* _Prompt_: Starting with the line that contains "Instruction: What data" and stopping after the line that contains "Instruction: Extract the", return each line below exactly as written, with no others.

* _Records shown_:
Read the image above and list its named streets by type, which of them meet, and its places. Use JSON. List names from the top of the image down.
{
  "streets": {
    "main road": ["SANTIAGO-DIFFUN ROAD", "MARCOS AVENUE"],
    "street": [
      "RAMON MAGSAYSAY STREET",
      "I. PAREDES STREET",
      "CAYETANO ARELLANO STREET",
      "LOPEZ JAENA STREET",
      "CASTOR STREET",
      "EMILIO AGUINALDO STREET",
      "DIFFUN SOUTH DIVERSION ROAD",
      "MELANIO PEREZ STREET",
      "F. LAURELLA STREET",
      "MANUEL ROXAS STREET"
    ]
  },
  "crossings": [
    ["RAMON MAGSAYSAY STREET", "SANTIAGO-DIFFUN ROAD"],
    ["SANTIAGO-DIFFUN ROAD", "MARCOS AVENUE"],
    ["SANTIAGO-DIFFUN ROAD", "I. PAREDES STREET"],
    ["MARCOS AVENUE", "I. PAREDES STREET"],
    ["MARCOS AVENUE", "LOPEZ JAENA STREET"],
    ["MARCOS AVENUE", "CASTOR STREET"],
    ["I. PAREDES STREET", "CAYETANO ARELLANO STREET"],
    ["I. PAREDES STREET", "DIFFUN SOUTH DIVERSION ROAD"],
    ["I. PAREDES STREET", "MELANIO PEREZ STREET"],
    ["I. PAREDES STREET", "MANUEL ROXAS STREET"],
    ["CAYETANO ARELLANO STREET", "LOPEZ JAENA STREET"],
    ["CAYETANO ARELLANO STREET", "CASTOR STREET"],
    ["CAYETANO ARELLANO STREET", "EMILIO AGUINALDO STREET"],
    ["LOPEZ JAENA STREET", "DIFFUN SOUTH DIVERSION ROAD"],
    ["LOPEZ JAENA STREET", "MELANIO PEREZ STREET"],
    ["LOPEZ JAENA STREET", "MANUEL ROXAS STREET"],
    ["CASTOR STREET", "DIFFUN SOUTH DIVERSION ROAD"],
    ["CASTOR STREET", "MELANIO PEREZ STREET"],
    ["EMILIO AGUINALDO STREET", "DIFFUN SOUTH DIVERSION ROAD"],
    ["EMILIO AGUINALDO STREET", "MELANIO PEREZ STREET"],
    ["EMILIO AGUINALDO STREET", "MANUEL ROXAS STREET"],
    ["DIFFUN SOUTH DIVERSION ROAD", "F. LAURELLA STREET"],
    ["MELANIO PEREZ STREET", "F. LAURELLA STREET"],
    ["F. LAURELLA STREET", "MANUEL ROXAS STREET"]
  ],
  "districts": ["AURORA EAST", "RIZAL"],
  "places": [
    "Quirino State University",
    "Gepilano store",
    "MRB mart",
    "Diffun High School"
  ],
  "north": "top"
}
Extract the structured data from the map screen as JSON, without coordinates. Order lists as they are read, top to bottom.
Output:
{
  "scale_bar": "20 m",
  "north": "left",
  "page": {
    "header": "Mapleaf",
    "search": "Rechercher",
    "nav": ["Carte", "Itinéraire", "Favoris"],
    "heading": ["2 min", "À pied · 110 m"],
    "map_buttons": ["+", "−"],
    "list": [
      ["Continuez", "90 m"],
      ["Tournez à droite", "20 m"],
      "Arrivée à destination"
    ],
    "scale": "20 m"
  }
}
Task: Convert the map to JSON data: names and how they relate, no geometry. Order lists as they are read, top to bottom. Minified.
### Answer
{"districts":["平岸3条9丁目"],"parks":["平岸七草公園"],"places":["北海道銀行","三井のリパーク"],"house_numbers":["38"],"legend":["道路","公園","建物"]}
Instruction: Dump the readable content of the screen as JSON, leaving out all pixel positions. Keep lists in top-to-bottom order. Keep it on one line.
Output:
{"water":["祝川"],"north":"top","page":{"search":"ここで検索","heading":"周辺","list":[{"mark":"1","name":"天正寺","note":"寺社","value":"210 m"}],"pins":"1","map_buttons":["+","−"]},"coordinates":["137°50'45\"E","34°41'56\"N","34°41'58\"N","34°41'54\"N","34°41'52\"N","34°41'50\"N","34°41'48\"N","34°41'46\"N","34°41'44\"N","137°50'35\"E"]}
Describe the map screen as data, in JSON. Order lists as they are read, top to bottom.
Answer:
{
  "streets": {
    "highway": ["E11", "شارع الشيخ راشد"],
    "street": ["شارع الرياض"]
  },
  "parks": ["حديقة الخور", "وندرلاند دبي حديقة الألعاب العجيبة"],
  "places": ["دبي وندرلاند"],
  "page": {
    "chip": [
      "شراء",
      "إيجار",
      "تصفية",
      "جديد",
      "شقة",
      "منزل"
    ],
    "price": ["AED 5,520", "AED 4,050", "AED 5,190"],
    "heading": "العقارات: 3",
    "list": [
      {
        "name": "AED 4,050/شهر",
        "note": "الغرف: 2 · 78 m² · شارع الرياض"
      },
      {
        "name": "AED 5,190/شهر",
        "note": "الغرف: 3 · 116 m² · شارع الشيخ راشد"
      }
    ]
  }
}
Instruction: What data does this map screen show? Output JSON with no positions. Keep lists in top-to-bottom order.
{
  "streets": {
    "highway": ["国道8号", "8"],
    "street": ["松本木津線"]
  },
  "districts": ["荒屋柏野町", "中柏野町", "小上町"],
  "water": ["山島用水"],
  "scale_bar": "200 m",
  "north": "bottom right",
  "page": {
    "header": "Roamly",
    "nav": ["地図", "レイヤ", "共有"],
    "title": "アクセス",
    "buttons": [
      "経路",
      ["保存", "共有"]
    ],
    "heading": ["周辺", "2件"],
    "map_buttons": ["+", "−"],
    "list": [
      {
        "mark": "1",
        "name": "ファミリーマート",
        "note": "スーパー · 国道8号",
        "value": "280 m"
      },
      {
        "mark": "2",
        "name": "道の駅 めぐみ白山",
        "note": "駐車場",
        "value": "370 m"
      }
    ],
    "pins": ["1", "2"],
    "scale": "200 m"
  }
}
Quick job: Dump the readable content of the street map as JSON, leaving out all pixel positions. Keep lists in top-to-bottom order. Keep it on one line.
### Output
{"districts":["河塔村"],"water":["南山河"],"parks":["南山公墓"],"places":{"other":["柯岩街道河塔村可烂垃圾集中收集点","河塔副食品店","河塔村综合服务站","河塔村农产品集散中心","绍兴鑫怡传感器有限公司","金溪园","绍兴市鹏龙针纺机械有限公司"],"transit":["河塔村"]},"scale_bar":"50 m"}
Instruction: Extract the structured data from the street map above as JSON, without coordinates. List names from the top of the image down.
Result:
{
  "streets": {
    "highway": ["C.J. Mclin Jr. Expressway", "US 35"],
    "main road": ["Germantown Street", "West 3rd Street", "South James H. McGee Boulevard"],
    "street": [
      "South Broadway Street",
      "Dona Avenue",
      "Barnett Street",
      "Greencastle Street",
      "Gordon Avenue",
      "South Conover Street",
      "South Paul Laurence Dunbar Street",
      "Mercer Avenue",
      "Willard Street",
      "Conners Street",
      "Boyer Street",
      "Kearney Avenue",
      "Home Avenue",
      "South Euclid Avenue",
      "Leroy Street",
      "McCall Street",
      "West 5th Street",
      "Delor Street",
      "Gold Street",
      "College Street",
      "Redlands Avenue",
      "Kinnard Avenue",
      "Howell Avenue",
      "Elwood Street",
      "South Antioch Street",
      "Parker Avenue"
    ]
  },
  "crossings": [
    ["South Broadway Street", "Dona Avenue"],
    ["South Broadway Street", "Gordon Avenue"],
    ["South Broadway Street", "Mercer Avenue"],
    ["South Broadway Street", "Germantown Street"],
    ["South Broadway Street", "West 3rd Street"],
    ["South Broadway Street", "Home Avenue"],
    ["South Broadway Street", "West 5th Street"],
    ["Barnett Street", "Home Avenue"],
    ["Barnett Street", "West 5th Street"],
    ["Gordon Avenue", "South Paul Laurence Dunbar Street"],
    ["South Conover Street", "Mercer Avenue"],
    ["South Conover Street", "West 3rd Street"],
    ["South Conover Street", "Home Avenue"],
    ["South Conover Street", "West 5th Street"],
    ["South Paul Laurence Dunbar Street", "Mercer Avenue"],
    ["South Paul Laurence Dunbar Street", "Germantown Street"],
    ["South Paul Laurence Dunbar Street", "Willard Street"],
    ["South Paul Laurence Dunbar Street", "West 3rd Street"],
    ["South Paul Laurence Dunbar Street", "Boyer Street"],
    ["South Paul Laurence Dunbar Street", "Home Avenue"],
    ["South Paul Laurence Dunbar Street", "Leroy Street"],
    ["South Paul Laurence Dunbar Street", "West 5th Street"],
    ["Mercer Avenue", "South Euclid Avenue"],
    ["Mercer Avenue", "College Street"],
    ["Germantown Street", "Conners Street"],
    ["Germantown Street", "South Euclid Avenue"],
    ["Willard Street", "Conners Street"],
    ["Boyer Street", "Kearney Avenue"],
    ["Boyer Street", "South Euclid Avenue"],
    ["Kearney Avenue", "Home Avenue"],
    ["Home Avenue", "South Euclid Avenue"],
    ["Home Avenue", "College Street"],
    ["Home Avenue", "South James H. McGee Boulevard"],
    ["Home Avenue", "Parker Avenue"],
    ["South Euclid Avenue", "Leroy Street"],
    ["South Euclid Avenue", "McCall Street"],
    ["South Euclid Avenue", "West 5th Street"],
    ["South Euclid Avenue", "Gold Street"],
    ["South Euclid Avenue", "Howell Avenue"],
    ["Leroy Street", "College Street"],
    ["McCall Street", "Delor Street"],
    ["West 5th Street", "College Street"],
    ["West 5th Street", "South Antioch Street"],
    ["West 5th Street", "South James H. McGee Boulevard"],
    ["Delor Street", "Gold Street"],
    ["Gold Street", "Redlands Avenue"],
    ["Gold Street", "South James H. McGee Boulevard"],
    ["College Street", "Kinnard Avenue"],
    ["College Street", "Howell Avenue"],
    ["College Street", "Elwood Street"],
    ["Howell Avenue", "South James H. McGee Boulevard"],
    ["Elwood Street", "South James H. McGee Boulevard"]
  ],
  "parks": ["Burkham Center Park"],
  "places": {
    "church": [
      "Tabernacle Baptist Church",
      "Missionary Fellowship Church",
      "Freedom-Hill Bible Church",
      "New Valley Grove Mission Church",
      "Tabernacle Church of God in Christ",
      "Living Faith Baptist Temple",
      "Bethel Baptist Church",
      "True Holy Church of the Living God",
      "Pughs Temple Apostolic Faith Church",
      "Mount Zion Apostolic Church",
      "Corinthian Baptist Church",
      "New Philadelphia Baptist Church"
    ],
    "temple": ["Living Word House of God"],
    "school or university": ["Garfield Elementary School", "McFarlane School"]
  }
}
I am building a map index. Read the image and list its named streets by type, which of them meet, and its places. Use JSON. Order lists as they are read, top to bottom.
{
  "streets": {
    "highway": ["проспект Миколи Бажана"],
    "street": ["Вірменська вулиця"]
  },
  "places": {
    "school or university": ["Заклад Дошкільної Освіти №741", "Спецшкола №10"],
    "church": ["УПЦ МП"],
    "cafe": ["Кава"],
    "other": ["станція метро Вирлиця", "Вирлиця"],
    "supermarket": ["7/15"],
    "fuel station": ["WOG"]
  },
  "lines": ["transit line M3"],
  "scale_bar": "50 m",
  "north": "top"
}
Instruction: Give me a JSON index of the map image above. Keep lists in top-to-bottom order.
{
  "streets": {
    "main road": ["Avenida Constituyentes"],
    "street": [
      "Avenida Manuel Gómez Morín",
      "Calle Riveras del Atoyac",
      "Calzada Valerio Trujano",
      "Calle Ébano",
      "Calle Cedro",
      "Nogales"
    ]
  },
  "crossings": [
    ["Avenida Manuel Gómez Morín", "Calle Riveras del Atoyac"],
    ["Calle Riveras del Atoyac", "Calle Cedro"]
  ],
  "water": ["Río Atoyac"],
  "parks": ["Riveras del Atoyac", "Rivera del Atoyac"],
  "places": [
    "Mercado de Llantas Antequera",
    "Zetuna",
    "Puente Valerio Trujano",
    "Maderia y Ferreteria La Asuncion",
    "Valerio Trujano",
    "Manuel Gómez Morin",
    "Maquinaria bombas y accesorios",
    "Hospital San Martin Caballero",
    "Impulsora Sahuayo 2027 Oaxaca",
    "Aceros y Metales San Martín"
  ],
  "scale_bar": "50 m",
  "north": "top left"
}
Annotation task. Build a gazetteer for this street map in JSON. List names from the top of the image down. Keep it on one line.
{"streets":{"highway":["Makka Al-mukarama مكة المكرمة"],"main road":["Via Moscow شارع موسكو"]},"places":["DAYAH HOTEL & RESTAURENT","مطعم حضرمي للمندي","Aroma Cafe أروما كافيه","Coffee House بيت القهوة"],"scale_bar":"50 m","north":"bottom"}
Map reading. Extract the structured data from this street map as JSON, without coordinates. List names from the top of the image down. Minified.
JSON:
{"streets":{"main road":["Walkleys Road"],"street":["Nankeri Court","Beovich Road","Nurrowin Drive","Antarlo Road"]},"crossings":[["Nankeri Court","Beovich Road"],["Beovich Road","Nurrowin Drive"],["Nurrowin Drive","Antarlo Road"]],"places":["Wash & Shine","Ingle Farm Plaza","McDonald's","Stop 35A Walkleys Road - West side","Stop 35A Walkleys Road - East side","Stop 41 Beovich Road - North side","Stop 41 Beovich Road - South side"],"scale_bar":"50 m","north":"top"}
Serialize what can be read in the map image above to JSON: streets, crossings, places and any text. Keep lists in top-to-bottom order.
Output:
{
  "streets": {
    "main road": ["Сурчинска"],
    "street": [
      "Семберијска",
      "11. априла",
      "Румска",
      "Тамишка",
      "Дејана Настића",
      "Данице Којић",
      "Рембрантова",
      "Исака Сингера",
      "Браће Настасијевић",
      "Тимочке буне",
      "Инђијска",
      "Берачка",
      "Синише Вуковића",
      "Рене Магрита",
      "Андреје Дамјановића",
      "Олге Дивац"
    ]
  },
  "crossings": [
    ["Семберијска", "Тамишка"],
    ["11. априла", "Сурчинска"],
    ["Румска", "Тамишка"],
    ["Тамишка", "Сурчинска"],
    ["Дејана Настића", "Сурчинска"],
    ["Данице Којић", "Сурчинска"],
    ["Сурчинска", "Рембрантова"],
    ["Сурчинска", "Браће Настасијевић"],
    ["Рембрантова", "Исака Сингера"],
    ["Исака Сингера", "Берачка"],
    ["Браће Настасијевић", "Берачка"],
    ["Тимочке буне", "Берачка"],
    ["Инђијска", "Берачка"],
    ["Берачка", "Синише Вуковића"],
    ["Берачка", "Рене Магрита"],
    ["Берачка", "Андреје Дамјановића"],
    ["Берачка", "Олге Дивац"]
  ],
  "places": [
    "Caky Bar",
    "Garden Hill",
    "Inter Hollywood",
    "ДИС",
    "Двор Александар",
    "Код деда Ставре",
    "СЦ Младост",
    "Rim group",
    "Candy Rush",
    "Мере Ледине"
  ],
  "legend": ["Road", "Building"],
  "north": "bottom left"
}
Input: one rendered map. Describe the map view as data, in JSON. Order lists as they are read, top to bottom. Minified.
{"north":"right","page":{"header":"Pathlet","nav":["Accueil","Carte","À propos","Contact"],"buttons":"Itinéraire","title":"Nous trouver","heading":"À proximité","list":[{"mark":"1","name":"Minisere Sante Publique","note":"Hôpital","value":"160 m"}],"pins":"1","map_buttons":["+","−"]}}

* _Your solution_:
Instruction: What data does this map screen show? Output JSON with no positions. Keep lists in top-to-bottom order.
{
  "streets": {
    "highway": ["国道8号", "8"],
    "street": ["松本木津線"]
  },
  "districts": ["荒屋柏野町", "中柏野町", "小上町"],
  "water": ["山島用水"],
  "scale_bar": "200 m",
  "north": "bottom right",
  "page": {
    "header": "Roamly",
    "nav": ["地図", "レイヤ", "共有"],
    "title": "アクセス",
    "buttons": [
      "経路",
      ["保存", "共有"]
    ],
    "heading": ["周辺", "2件"],
    "map_buttons": ["+", "−"],
    "list": [
      {
        "mark": "1",
        "name": "ファミリーマート",
        "note": "スーパー · 国道8号",
        "value": "280 m"
      },
      {
        "mark": "2",
        "name": "道の駅 めぐみ白山",
        "note": "駐車場",
        "value": "370 m"
      }
    ],
    "pins": ["1", "2"],
    "scale": "200 m"
  }
}
Quick job: Dump the readable content of the street map as JSON, leaving out all pixel positions. Keep lists in top-to-bottom order. Keep it on one line.
### Output
{"districts":["河塔村"],"water":["南山河"],"parks":["南山公墓"],"places":{"other":["柯岩街道河塔村可烂垃圾集中收集点","河塔副食品店","河塔村综合服务站","河塔村农产品集散中心","绍兴鑫怡传感器有限公司","金溪园","绍兴市鹏龙针纺机械有限公司"],"transit":["河塔村"]},"scale_bar":"50 m"}
Instruction: Extract the structured data from the street map above as JSON, without coordinates. List names from the top of the image down.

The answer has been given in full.